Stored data
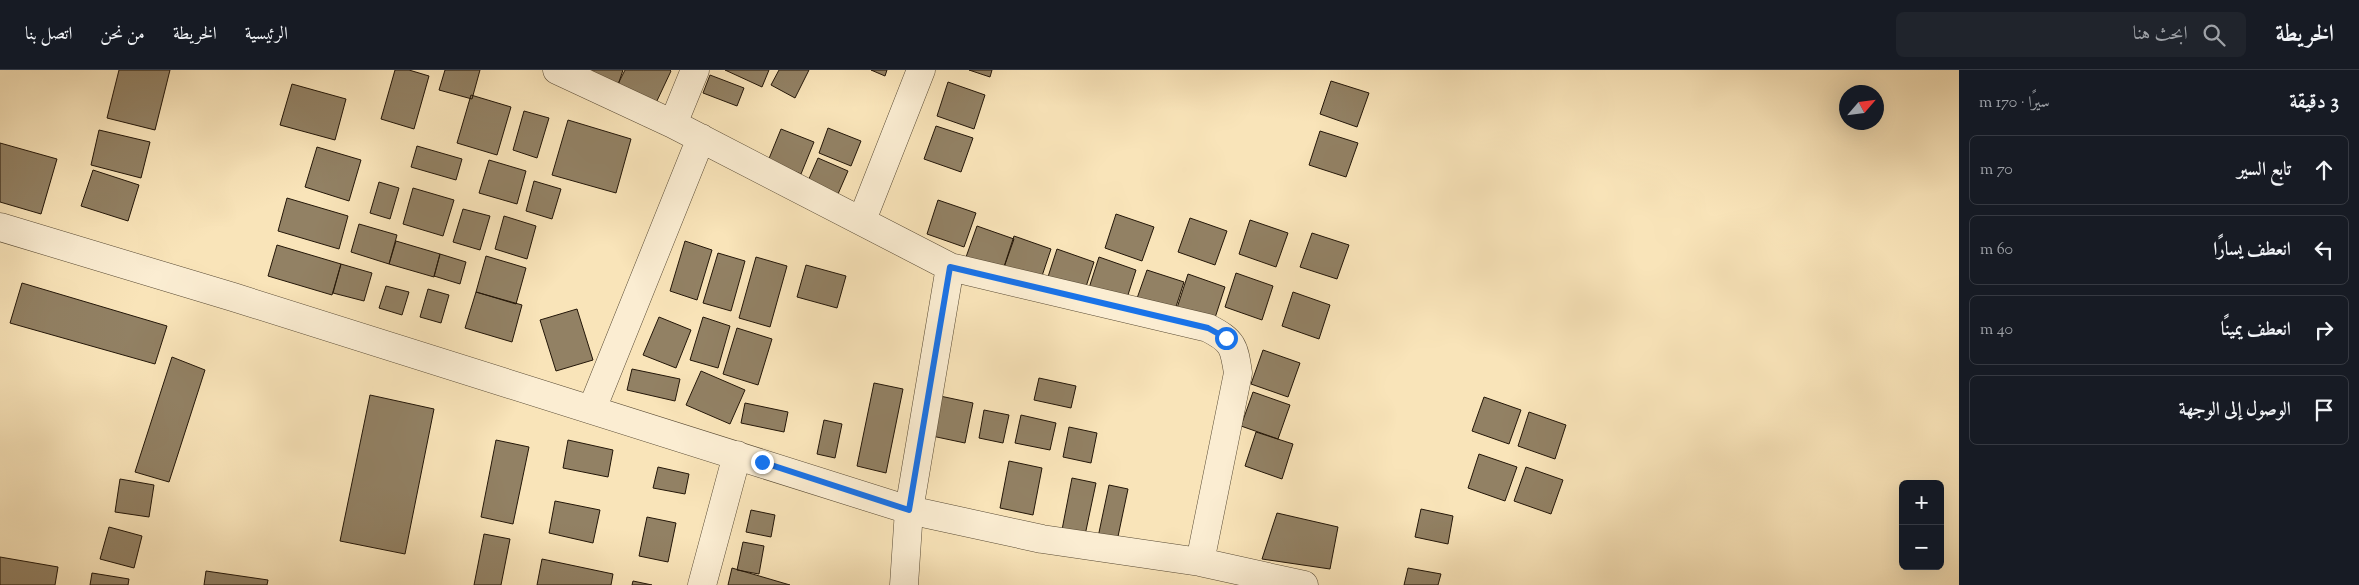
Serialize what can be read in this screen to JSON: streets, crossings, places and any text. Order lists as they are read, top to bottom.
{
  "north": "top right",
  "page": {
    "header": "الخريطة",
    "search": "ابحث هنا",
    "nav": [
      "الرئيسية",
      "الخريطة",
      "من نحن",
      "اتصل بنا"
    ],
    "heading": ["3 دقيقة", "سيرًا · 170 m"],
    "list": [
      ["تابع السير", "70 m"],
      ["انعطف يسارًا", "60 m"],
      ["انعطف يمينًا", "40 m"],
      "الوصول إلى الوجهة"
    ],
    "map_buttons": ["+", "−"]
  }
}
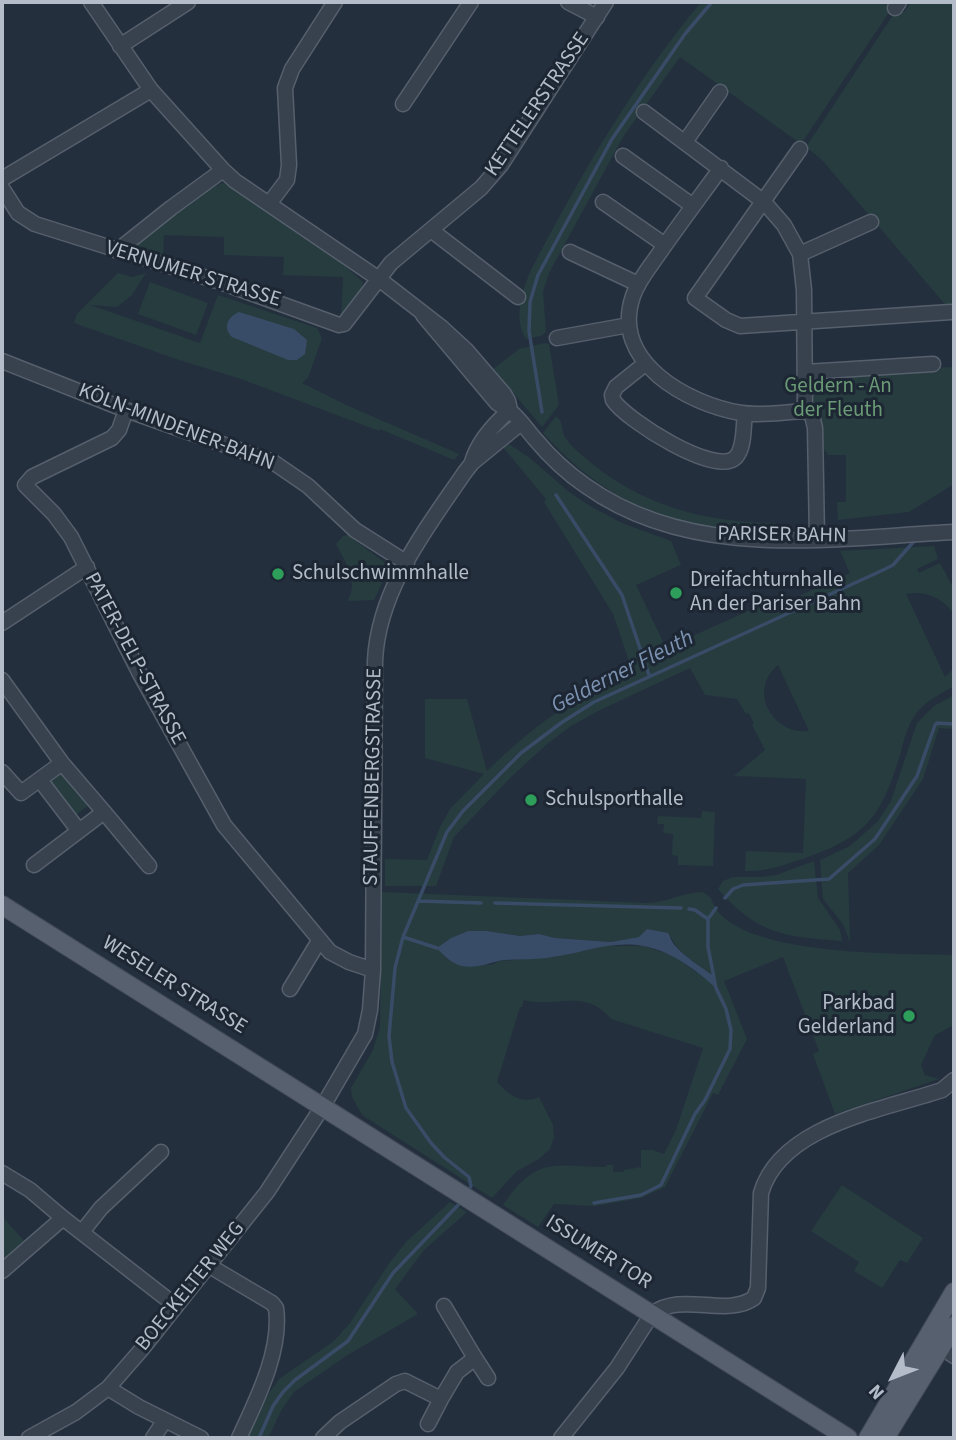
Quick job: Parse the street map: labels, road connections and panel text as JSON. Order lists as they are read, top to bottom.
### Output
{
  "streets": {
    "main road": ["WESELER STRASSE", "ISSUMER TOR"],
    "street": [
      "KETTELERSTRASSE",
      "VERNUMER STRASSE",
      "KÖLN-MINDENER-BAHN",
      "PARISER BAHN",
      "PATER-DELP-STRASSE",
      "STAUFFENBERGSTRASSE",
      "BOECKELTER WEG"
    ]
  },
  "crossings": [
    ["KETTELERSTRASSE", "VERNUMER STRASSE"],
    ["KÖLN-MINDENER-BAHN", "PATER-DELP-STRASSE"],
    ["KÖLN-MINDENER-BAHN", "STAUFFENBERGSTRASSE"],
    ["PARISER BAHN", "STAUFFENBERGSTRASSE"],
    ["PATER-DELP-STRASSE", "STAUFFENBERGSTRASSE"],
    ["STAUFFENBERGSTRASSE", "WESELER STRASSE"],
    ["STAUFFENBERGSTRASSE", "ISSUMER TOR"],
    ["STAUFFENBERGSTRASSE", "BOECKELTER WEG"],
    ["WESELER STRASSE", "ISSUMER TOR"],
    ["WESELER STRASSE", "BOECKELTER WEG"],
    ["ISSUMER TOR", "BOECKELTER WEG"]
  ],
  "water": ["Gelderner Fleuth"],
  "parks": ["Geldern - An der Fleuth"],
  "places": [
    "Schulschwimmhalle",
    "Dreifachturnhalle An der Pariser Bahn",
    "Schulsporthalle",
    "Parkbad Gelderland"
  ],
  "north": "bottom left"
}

What needs to be done: Output exactly the lines from the first line of the records through the line containing "Quick job: Parse". Leave out every picture.

Solution for this problem:
Serialize what can be read in this screen to JSON: streets, crossings, places and any text. Order lists as they are read, top to bottom.
{
  "north": "top right",
  "page": {
    "header": "الخريطة",
    "search": "ابحث هنا",
    "nav": [
      "الرئيسية",
      "الخريطة",
      "من نحن",
      "اتصل بنا"
    ],
    "heading": ["3 دقيقة", "سيرًا · 170 m"],
    "list": [
      ["تابع السير", "70 m"],
      ["انعطف يسارًا", "60 m"],
      ["انعطف يمينًا", "40 m"],
      "الوصول إلى الوجهة"
    ],
    "map_buttons": ["+", "−"]
  }
}
Quick job: Parse the street map: labels, road connections and panel text as JSON. Order lists as they are read, top to bottom.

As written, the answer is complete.